I'm looking to purchase a lathe, never had one before and considering a few options:

VB36
Vicmarc VL300 Long ASM EVS
Magma Black Line TITAN 315
Jet 4224
any other suggestions?

I want to be able to turn objects up to a large diameter and have the flexibility to do spindles too, also, I know it's virtually impossible but I would like it to be able to last 20 or 30 yrs as I don't plan on buying another one! 

I would appreciate your advice and guidance.

Thanks


----------



## Neil Dyball (1 Sep 2010)

Wivamac?

I think I'd be happy with anything on that list, enjoy your shopping!

Neil.


----------



## Blister (1 Sep 2010)

tyke":13d1jx0s said:


> Hi,
> 
> I'm looking to purchase a lathe, never had one before and considering a few options:
> 
> ...



Oneway 2436


----------



## miles_hot (2 Sep 2010)

would it be wise to start off by spending say 500 - 1000 to confirm that you love turning and work out what sort of thing really floats your boat, sell that making a small loss (maybe not if you bought 2nd hand) and then chuck 2-4K at it?

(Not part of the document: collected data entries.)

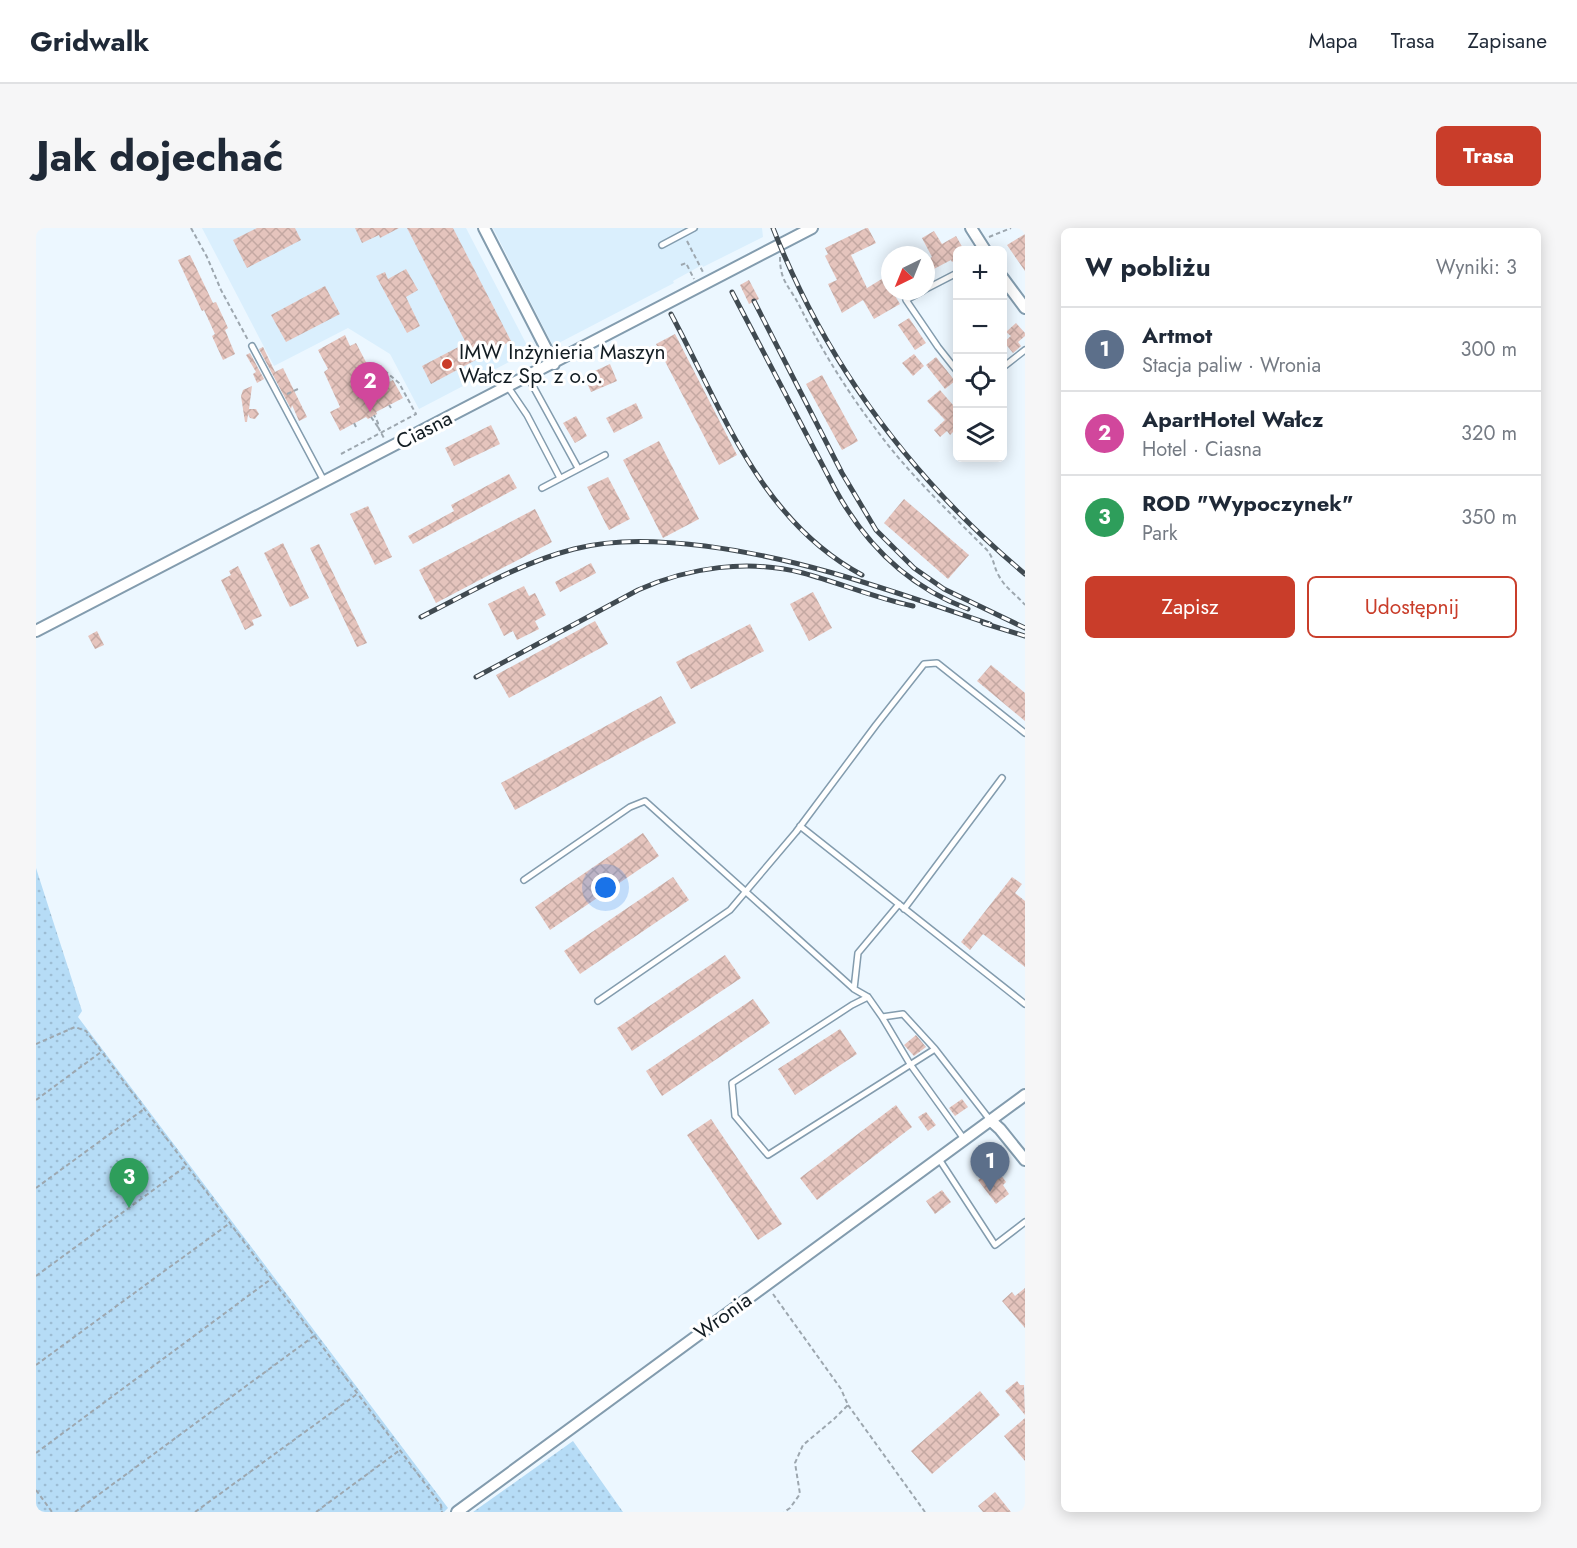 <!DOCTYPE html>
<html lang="pl">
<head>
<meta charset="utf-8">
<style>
	:root { --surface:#fff; --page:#f6f6f7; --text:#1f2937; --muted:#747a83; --line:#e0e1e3; --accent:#c93d2a }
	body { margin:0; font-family:Jost,sans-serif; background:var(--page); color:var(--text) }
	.controls { position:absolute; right:18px; top:18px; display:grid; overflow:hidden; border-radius:9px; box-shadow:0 3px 15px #0003 }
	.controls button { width:54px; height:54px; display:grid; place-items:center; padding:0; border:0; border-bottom:2px solid var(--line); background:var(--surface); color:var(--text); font:30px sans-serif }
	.compass { position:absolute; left:845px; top:18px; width:54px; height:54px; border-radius:50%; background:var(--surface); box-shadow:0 3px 15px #0003; rotate:223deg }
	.you { position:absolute; left:570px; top:660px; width:21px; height:21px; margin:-15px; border:4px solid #fff; border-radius:50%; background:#1a73e8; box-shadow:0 0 0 9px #1a73e833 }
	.badge { display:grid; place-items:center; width:39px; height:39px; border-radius:50%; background:var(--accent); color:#fff; font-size:20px; font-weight:700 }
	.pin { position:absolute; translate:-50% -50px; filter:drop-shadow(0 2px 3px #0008) }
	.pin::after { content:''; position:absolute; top:32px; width:21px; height:18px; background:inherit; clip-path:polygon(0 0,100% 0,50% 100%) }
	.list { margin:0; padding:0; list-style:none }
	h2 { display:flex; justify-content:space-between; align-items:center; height:78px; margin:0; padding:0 24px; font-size:26px }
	h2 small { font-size:20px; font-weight:400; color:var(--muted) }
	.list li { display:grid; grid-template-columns:39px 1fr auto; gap:18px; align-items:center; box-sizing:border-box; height:84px; padding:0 24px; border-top:2px solid var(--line) }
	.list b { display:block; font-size:22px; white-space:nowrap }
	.list p { margin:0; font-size:20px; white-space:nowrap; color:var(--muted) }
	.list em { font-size:20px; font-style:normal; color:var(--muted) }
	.actions { display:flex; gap:12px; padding:18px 24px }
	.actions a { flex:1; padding:14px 0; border:2px solid var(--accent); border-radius:9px; text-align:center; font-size:21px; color:var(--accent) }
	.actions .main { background:var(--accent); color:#fff }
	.icon { flex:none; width:33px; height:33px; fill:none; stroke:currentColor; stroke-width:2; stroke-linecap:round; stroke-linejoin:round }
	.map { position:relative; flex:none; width:989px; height:1284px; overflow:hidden; border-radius:9px }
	header { display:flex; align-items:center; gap:36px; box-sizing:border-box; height:84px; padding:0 30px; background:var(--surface); border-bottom:2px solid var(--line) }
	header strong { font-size:28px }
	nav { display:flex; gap:33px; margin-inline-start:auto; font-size:21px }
	.intro { display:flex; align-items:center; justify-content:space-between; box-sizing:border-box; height:144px; padding:0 36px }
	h1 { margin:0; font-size:42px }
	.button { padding:15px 27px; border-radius:9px; background:var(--accent); color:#fff; font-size:21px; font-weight:700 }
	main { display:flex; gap:36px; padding:0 36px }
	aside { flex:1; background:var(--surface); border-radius:9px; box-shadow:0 3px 15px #0003 }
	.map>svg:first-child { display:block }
</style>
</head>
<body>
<header>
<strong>Gridwalk</strong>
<nav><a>Mapa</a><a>Trasa</a><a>Zapisane</a></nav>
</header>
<div class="intro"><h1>Jak dojechać</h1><a class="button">Trasa</a></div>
<main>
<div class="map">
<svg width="989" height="1284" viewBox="0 0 989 1284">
	<defs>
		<pattern id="grass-dots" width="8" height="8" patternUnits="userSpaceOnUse" patternTransform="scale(1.5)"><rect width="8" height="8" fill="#b6dcf6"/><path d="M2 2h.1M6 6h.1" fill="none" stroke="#9cbcd3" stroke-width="1.8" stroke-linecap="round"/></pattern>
		<pattern id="building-cross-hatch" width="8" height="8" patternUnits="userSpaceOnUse" patternTransform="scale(1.5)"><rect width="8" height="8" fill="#e5c4bd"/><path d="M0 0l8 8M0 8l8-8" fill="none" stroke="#c4a8a2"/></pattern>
	</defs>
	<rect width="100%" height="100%" fill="#ecf7ff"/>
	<!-- built -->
	<path fill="#daeffd" d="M166 0H430L494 123 383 181 354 126 312 100 238 138Z
		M457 0H726L727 9 667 39 666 37 637 53 638 55 517 118Z"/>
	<!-- grass -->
	<path fill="url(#grass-dots)" d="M0 640 46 783 42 789 412 1280 408 1284H0Z
		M537 1213 587 1284H437Z"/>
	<!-- building -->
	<path fill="url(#building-cross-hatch)" d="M221 0H259L265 12 211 40 197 12Z
		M319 0H363L344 10 343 7 326 15Z
		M371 0H417L475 113 395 156 386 138 430 115Z
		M830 0H832L840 15 815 27 831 60 854 46V63H856L864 76 838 91 827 72 806 85 792 56 801 52 789 28 792 26 789 20Z
		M898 3 906 16 920 8 928 22H921V31L916 34 915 32 896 42 891 32 896 29 886 10Z
		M989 6V43L971 17Z
		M154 27 177 75 180 74 192 100 189 102 199 126 187 132 176 108 179 106 168 82 166 83 165 81 142 32Z
		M370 41 382 62 370 69 384 98 371 105 340 48 349 44 352 51Z
		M713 52 723 71 713 76 704 57Z
		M289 58 304 86 250 114 235 87Z
		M873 90 890 115 879 122 862 97Z
		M980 95 989 105V108L982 114 985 118 977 125 968 114 975 108 970 104Z
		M639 106 701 227 683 237 620 116Z
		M309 107 314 118 320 115 343 159 357 152 367 170 340 184 341 186 332 191 330 189 304 203 294 184 304 179 288 144 292 141 282 122Z
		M227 119 239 144 247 140 271 189 263 193 256 177 255 181 223 121Z
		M214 125 228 151 221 155 217 146 220 144 210 127Z
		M878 126 888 138 877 148 866 135Z
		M900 129 919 153 909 161 890 137Z
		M574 136 581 153 555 164 548 148Z
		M786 147 822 213 806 222 770 156Z
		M216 158 213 181H220L223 186 219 191 214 190 212 186 211 194H209L205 168 207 162Z
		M904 162 917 177 921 173V208L917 204 914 207 911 203 904 209 898 202 909 192 891 173Z
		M600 175 607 190 578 205 570 190Z
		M540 188 551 208 539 215 527 195Z
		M455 197 464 216 418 238 409 220Z
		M623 213 663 291 627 310 587 232Z
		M473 246 481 260 377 316 372 308 418 283 415 277Z
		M572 249 594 291 573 302 551 259Z
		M868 271 933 327 912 351 848 295Z
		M332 278 356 329 339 337 314 286Z
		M499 281 516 314 400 375 383 342Z
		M247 315 273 370 254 379 228 325Z
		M283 316 331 415 321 419 274 320Z
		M555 335 560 345 524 364 519 354Z
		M202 338 226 388 216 392 218 397 209 402 185 352 195 347 193 343Z
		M488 358 493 368 499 365 510 387 499 393 503 401 481 412 477 403 468 408 452 376Z
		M777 364 796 400 773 413 754 376Z
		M559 393 572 416 473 470 460 447Z
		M714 396 728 423 655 461 640 434Z
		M61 403 68 417 59 421 52 408Z
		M955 437 989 465V493L941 453Z
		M625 468 640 495 479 582 465 555Z
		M607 605 623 628 514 702 499 679Z
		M637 649 653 672 544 746 528 723Z
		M976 649 986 656 979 665 989 673V739L947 706 934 722 925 714Z
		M689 727 705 750 596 823 581 800Z
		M717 771 734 795 626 868 610 843Z
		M804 801 821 826 759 867 742 841Z
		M880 807 890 819 878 828 868 817Z
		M926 871 932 879 919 888 913 880Z
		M860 877 876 899 781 972 764 950Z
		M890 884 900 897 892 903 882 889Z
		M675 891 746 996 722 1012 651 907Z
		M959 939 970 954 967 957 973 966 960 976 942 952Z
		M906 962 915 974 899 986 890 973Z
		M989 1060V1100L966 1073 976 1064 979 1068Z
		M981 1153 984 1157H988L989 1187 969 1163Z
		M944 1163 964 1187 896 1246 875 1223Z
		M989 1190V1233L968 1208Z
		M959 1264 975 1284H947L942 1278Z"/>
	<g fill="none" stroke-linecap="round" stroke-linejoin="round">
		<!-- lane casing -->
		<g stroke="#839cae" stroke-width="8">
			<path id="lane" d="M626 17 658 0
				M890 61 921 45
				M887 63 870 72 902 119 921 143
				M216 118 288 253
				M966 140 989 122
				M492 149 542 240
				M472 159 491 187 524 250
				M506 260 569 227
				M764 598 989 776
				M488 652 594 579 609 573 818 761 832 769 846 789 867 786 899 821 954 892
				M868 681 966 550
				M818 761 822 725 863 676
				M832 769 816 777 696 855 699 888 732 927 899 821
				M562 773 694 682 760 604 840 497 888 436 901 435 989 505
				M846 789 874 836 928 911
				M903 931 959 1017 989 994"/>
		</g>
		<!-- street casing -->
		<g stroke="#839cae" stroke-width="14">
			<path id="street" d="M448 0 518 136
				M935 0 949 22
				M966 49 989 80
				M0 403 776 0
				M954 892 964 901 989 932
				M421 1284 989 867"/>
		</g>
		<!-- path -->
		<path stroke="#9da7af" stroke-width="2" stroke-dasharray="4.5 3" stroke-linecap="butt" d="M155 0 171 29 185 62 212 112
			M953 9 975 0
			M651 13 668 46
			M744 29C744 55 754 58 764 79 785 121 811 163 839 200 872 245 912 283 951 322 959 332 957 338 963 348 969 360 981 367 989 377
			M645 37 650 35 658 51
			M251 166 262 161
			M353 177 355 180
			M335 189 342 199V195L338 187
			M318 195 320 199
			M342 199 349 212
			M305 226 380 186 363 155 349 143
			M0 816 39 799 50 803 405 1277 406 1284
			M0 872 65 824
			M0 960 108 881
			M0 1048 150 938
			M737 1066 805 1161 812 1177 798 1191 767 1217 759 1235 764 1266 754 1280 748 1284
			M0 1137 194 995
			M812 1177 889 1284
			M0 1225 235 1051
			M0 1262 16 1284
			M39 1284 278 1108
			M159 1284 321 1166
			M280 1284 364 1222"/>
		<!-- lane -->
		<use href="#lane" stroke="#fff" stroke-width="5"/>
		<!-- street -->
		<use href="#street" stroke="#fff" stroke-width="10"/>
		<!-- rail casing -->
		<g stroke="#404a51" stroke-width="5">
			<path id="rail" d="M737 0C790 136 877 252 989 346
				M696 64 799 261C829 316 873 359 932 381
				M718 73 806 245 840 302 878 340 908 361 989 400
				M635 86C687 183 724 292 826 347
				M385 389C435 364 484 335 538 321 581 310 626 313 669 318 770 331 858 364 954 396
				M947 395 989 408
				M440 449 602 362C653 339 712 331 767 345 804 355 839 370 877 378"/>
		</g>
		<!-- rail -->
		<use href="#rail" stroke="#fff" stroke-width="3" stroke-dasharray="9" stroke-linecap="butt"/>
	</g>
	<!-- markers -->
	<circle fill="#c93d2a" stroke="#fff" stroke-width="2" cx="411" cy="136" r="6"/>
	<g text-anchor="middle" stroke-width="6" stroke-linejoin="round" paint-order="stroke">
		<!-- poi labels -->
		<g font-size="21" fill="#131d23" stroke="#fff" text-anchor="start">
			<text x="423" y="131">IMW Inżynieria Maszyn<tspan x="423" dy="24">Wałcz Sp. z o.o.</tspan></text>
		</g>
		<!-- street labels -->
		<g font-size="21" fill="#131d23" stroke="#fff">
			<text transform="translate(388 202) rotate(-27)" y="7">Ciasna</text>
			<text transform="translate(687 1088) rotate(-36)" y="7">Wronia</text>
		</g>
	</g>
</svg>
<div class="controls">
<button>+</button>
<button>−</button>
<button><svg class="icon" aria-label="locate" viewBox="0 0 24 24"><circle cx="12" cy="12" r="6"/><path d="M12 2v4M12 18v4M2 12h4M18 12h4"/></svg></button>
<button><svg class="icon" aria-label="layers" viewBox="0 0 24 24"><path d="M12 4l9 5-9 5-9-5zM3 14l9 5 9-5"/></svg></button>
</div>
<svg class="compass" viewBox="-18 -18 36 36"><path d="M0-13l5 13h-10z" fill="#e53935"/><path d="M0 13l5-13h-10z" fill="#747a83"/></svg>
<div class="you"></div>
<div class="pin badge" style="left:954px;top:964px;background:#5c6f8a">1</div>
<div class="pin badge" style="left:334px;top:184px;background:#d1479c">2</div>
<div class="pin badge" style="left:93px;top:980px;background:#2e9e5b">3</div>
</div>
<aside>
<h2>W pobliżu<small>Wyniki: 3</small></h2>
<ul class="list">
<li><span class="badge" style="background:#5c6f8a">1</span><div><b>Artmot</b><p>Stacja paliw · Wronia</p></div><em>300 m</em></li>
<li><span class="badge" style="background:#d1479c">2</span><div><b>ApartHotel Wałcz</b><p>Hotel · Ciasna</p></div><em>320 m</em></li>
<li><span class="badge" style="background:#2e9e5b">3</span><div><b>ROD &quot;Wypoczynek&quot;</b><p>Park</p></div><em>350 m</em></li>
</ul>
<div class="actions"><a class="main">Zapisz</a><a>Udostępnij</a></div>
</aside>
</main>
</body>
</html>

You could also do as some do and work your way through owning them all before settling on one "life time partner" lathe? 

Miles


----------



## jurriaan (2 Sep 2010)

I would add the Steinert Maximo and a custom Kreher lathe to that list (Kreher goes up to 380 mm center height, with rotating headstock).

I do agree on the comment about trying it out first, however.


----------



## loz (2 Sep 2010)

Robust American Beauty,
Any Stubby.


----------



## Joelondon (5 Sep 2010)

Have you thought about a Hegner HDB200xl? I only say as my problems I briefly reported a few weeks ago have not cleared up so will be looking to part ways with my beauty, so if interested let me know.

cheers

Joe


----------



## tyke (6 Sep 2010)

Thanks very much for all your suggestions, spent hours looking at all the spec's.

Decided to go on a few trips and have a go, experience using some of these machines to see which I enjoy the best, after all, thats whats it's all about!

If anyone has any other ideas, please let me know.


----------



## big soft moose (6 Sep 2010)

graduate bowl turner with a speed genie conversion, or one of the big wadkin lathes with the same, or one of those big red silver drive things like tom (wizer) has got

that said I agree with miles that you might be better off getting a cheaper lathe until you know that you want to pursue the hobby (as you say you've never had one before) , my lathe is a axminster absl1200 and can turn 18" dia over the bed or 30" with the head stock slid to the end (or more with a free standing tool rest) - that cost about 800 notes and does everything I need 

prior to that I had a axminster M900 which costs less than 400 and still allowed the turning of fairly big items with the head swivelled

Ive also just bought a denford/viceroy educator lathe for my volunteers to use - that does 10" dia over the bed or 16" outboard and cost the princely sum of £180 on ebay (and that included a chuck)


----------



## big soft moose (7 Sep 2010)

Joelondon":ahluv972 said:


> Have you thought about a Hegner HDB200xl? I only say as my problems I briefly reported a few weeks ago have not cleared up so will be looking to part ways with my beauty, so if interested let me know.
> 
> cheers
> 
> Joe



incidentally theres another of these on the for sale board - a snap at £1500 (nothing to do with me bbtw i'm just brining it to tykes attention) https://www.ukworkshop.co.uk/forums/for- ... 44335.html


----------